Lower Lead Limit in Children’s Products Effective August 14

Product Liability Update

Date: July 18, 2011

Overview

Effective August 14, 2011, all children's products manufactured, imported, distributed, or sold in the United States must meet the 100-ppm-lead-content limit required by the 2008 Consumer Product Safety Improvement Act (the "2008 Act"). The 2008 Act set an initial lead limit of 600 ppm in children's products - those designed or intended primarily for children 12 and younger - and dates by which the limit was to be lowered, first to 300 ppm and eventually to 100 ppm. Pursuant to that timetable, the limit was lowered from 600 ppm to 300 ppm on August 14, 2009. The 2008 Act specifically mandates that the limit is to be lowered from 300 ppm to 100 ppm on August 14, 2011 unless the Consumer Product Safety Commission (the "Commission") determines that the 100-ppm limit is not technologically feasible, in which case the Commission could set an alternative limit. On July 13, the Commission voted 3-2 that lowering the limit to 100 ppm is technologically feasible, paving the way for the lower limit to go into effect on August 14.

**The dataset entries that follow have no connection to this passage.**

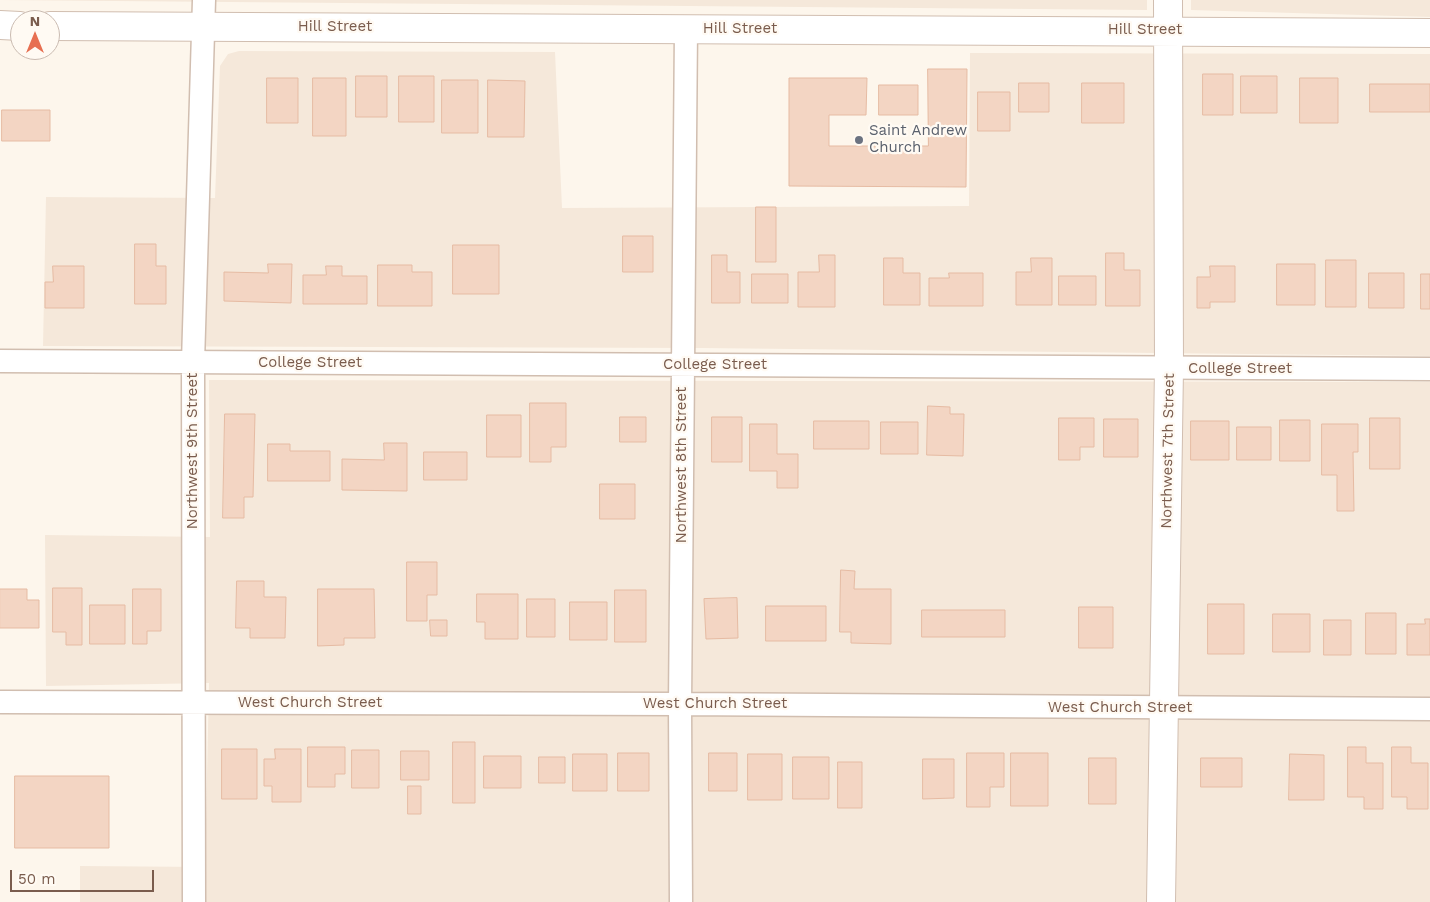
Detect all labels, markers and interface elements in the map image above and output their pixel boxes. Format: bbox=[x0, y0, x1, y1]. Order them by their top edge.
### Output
north arrow bbox=[10, 10, 60, 60]
text: N bbox=[30, 13, 40, 29]
street label: Hill Street bbox=[298, 18, 372, 36]
street label: Hill Street bbox=[703, 20, 777, 38]
street label: Hill Street bbox=[1108, 21, 1182, 39]
place label: Saint Andrew Church bbox=[869, 122, 967, 157]
marker: Saint Andrew Church bbox=[853, 134, 865, 146]
street label: College Street bbox=[258, 354, 362, 372]
street label: College Street bbox=[663, 356, 767, 374]
street label: College Street bbox=[1188, 360, 1292, 378]
street label: Northwest 9th Street bbox=[184, 373, 202, 529]
street label: Northwest 7th Street bbox=[1158, 373, 1178, 529]
street label: Northwest 8th Street bbox=[673, 387, 691, 543]
street label: West Church Street bbox=[238, 694, 382, 712]
street label: West Church Street bbox=[643, 695, 787, 713]
street label: West Church Street bbox=[1048, 699, 1192, 717]
scale bar bbox=[12, 860, 156, 892]
text: 50 m bbox=[18, 870, 55, 888]

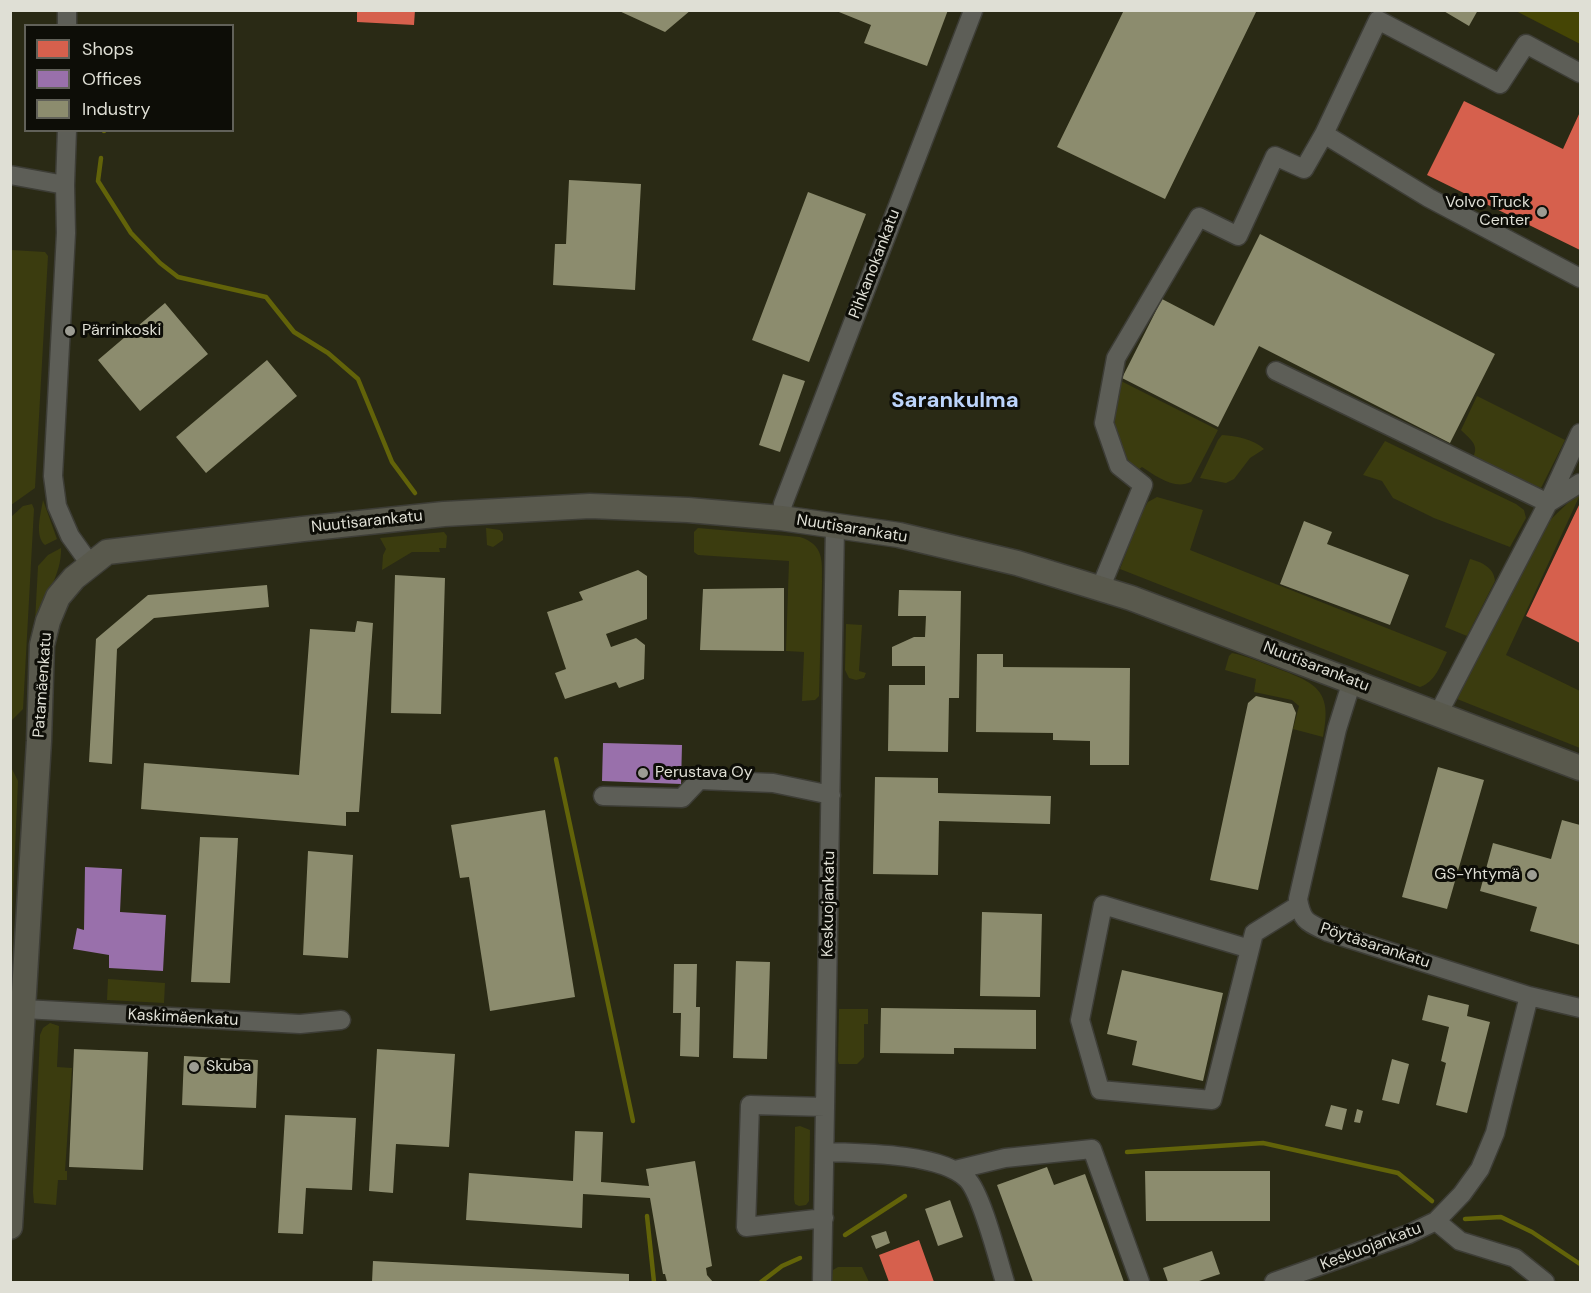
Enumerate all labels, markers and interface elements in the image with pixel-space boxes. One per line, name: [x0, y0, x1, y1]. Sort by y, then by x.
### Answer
legend: [24, 24, 234, 132]
text: Shops: [82, 37, 134, 61]
text: Offices: [82, 67, 142, 91]
text: Industry: [82, 97, 151, 121]
place label: Volvo Truck Center: [1445, 193, 1530, 231]
marker: Volvo Truck Center: [1535, 205, 1549, 219]
street label: Pihkanokankatu: [845, 207, 905, 321]
place label: Pärrinkoski: [82, 321, 161, 341]
marker: Pärrinkoski: [63, 324, 77, 338]
district label: Sarankulma: [891, 388, 1019, 414]
street label: Nuutisarankatu: [310, 507, 424, 537]
street label: Nuutisarankatu: [795, 511, 909, 547]
street label: Patamäenkatu: [30, 632, 56, 738]
street label: Nuutisarankatu: [1260, 638, 1372, 696]
place label: Perustava Oy: [655, 763, 753, 783]
marker: Perustava Oy: [636, 766, 650, 780]
street label: Keskuojankatu: [818, 851, 840, 957]
place label: GS-Yhtymä: [1434, 865, 1520, 885]
marker: GS-Yhtymä: [1525, 868, 1539, 882]
street label: Pöytäsarankatu: [1318, 919, 1432, 973]
street label: Kaskimäenkatu: [127, 1006, 239, 1030]
place label: Skuba: [206, 1057, 251, 1077]
marker: Skuba: [187, 1060, 201, 1074]
street label: Keskuojankatu: [1318, 1219, 1424, 1275]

Notably, the 2008 Act gives the Commission the authority only to determine whether a lead limit of 100 ppm is technologically feasible. Thus, the Commission had no ability to either consider economic feasibility in its determination or adopt an alternative limit in light of economic feasibility.

While the 100-ppm limit is the lowest limit set forth in the 2008 Act, the Act provides for additional periodic review and the potential for further reductions. Specifically, the Commission is to review and, if necessary, lower the limit no less frequently than every five years based upon the best available scientific and technical information.

Existing inventory with lead levels exceeding 100 ppm cannot be sold after August 14, 2011. However, the Commission has requested that Congress pass an amendment that would allow pre-existing inventory to be sold after the effective date.